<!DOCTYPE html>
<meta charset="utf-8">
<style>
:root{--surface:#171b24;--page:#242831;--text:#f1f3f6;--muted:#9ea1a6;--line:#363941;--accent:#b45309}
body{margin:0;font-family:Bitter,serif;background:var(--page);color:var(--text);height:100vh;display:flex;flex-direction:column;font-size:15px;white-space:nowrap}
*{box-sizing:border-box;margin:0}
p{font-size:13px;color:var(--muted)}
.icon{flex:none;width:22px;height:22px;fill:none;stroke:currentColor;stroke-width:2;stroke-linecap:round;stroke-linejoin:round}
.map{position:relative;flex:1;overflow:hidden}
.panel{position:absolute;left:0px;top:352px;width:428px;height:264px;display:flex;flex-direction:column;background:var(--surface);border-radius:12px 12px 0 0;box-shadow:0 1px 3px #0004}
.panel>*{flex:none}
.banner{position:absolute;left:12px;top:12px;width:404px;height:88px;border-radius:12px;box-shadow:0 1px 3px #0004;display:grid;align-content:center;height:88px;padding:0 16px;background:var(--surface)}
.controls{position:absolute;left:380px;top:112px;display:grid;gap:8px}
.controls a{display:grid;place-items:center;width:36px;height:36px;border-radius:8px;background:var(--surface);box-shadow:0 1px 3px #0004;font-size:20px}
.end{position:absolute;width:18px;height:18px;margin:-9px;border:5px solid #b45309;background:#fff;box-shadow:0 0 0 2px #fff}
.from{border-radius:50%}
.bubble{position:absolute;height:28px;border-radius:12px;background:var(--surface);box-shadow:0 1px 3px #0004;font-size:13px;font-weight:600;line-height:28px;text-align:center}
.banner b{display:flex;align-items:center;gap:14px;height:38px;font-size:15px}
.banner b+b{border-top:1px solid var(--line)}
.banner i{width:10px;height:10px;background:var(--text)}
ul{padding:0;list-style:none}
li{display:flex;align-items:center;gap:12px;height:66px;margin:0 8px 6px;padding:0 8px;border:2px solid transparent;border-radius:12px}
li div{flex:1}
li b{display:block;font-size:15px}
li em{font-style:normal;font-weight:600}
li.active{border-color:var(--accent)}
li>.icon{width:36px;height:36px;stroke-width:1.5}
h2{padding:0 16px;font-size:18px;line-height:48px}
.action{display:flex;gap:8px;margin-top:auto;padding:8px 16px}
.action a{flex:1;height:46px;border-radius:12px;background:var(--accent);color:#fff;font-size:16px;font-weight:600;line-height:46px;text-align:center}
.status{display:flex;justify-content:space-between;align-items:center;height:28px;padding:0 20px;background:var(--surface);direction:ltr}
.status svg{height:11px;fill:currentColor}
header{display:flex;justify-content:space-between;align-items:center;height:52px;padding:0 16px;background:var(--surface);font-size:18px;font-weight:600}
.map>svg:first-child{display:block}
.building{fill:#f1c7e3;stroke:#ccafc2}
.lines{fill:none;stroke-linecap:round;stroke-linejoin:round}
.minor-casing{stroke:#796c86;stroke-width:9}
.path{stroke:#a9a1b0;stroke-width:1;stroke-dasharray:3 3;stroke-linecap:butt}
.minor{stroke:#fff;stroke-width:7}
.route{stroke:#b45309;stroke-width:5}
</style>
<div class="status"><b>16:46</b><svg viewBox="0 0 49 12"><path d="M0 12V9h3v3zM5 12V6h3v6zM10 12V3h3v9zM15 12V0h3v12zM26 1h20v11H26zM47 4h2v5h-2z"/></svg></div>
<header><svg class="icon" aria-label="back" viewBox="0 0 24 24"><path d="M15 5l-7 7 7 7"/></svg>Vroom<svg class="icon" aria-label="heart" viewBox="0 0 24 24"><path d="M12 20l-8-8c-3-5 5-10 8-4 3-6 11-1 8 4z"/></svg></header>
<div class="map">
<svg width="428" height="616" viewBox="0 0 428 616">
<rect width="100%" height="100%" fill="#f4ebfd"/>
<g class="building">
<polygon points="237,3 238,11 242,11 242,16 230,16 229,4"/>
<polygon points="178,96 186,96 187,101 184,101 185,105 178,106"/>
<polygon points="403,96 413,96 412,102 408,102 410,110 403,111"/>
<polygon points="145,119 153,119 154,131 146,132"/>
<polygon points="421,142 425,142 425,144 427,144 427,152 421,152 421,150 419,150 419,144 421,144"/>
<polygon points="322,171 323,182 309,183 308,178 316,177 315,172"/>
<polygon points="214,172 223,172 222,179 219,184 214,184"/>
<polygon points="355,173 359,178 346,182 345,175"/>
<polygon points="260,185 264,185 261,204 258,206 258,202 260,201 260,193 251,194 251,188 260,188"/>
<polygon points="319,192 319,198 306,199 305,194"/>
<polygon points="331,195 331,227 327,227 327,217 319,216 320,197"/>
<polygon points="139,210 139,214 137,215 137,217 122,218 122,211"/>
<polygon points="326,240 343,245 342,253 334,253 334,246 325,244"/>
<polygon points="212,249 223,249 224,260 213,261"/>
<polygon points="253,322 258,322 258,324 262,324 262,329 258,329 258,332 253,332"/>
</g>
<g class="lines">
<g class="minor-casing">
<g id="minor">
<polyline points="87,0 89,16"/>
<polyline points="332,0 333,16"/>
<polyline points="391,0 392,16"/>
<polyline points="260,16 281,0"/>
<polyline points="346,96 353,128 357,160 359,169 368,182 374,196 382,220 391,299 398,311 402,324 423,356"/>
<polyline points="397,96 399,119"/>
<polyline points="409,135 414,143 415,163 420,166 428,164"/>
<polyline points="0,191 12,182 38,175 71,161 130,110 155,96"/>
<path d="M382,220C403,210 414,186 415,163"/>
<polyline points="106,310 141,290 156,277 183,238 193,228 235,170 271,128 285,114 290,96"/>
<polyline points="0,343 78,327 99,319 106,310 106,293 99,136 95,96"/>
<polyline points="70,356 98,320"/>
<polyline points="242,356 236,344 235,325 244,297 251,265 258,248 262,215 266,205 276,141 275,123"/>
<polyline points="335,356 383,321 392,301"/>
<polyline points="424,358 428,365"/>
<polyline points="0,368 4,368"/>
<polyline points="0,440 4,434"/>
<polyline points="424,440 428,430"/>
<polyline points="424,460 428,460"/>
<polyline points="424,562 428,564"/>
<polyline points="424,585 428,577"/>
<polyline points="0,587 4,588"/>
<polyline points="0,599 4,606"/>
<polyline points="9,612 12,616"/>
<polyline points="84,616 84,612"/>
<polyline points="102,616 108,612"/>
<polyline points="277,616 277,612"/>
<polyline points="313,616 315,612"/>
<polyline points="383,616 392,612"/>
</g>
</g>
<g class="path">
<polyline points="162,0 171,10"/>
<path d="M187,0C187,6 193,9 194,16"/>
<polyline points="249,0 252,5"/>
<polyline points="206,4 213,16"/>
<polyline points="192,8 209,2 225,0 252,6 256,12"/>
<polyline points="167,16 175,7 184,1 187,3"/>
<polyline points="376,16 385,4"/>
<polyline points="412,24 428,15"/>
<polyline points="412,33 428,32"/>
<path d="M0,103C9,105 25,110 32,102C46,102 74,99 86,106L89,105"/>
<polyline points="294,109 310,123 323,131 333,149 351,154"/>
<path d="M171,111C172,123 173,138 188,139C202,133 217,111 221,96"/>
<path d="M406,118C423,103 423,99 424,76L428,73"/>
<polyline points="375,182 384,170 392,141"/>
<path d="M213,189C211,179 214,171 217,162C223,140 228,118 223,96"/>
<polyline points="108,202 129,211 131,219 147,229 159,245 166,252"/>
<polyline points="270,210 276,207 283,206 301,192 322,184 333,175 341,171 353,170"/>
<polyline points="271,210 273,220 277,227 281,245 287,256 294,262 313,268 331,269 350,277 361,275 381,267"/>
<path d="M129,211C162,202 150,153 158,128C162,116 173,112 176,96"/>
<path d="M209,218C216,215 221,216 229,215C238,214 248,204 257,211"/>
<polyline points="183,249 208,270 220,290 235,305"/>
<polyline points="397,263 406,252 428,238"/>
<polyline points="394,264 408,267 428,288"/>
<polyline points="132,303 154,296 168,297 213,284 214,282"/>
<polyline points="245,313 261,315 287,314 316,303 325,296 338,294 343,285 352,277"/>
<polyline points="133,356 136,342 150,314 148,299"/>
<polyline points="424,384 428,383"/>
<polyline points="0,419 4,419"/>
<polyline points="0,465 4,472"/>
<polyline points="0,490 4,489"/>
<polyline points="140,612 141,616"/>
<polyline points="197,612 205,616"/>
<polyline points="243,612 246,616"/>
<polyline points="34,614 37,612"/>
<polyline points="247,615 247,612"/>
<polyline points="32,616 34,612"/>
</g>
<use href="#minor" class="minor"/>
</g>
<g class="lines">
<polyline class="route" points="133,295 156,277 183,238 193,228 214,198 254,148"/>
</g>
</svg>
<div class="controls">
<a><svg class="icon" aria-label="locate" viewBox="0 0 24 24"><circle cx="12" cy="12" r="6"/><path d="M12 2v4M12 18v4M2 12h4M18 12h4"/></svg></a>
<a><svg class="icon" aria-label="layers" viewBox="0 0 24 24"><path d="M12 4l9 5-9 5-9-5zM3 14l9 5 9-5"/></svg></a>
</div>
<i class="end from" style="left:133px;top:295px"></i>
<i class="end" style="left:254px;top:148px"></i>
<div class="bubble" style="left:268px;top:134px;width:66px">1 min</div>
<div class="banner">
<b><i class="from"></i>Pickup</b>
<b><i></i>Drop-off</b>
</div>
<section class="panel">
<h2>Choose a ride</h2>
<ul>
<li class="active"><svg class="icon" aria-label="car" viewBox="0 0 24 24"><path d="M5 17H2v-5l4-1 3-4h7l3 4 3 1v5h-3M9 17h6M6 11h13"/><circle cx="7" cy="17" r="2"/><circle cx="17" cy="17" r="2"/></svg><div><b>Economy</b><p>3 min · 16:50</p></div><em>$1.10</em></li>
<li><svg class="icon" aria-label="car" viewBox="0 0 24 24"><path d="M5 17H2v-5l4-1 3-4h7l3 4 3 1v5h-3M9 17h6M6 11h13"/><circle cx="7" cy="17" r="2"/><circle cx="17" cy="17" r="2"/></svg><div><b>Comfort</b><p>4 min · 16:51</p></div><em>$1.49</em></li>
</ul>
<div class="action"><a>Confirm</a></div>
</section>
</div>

*-*-*

Task prompt
Which lines in the listing above hold the word "column"? Show each of them.

Solution to this task
body{margin:0;font-family:Bitter,serif;background:var(--page);color:var(--text);height:100vh;display:flex;flex-direction:column;font-size:15px;white-space:nowrap}
.panel{position:absolute;left:0px;top:352px;width:428px;height:264px;display:flex;flex-direction:column;background:var(--surface);border-radius:12px 12px 0 0;box-shadow:0 1px 3px #0004}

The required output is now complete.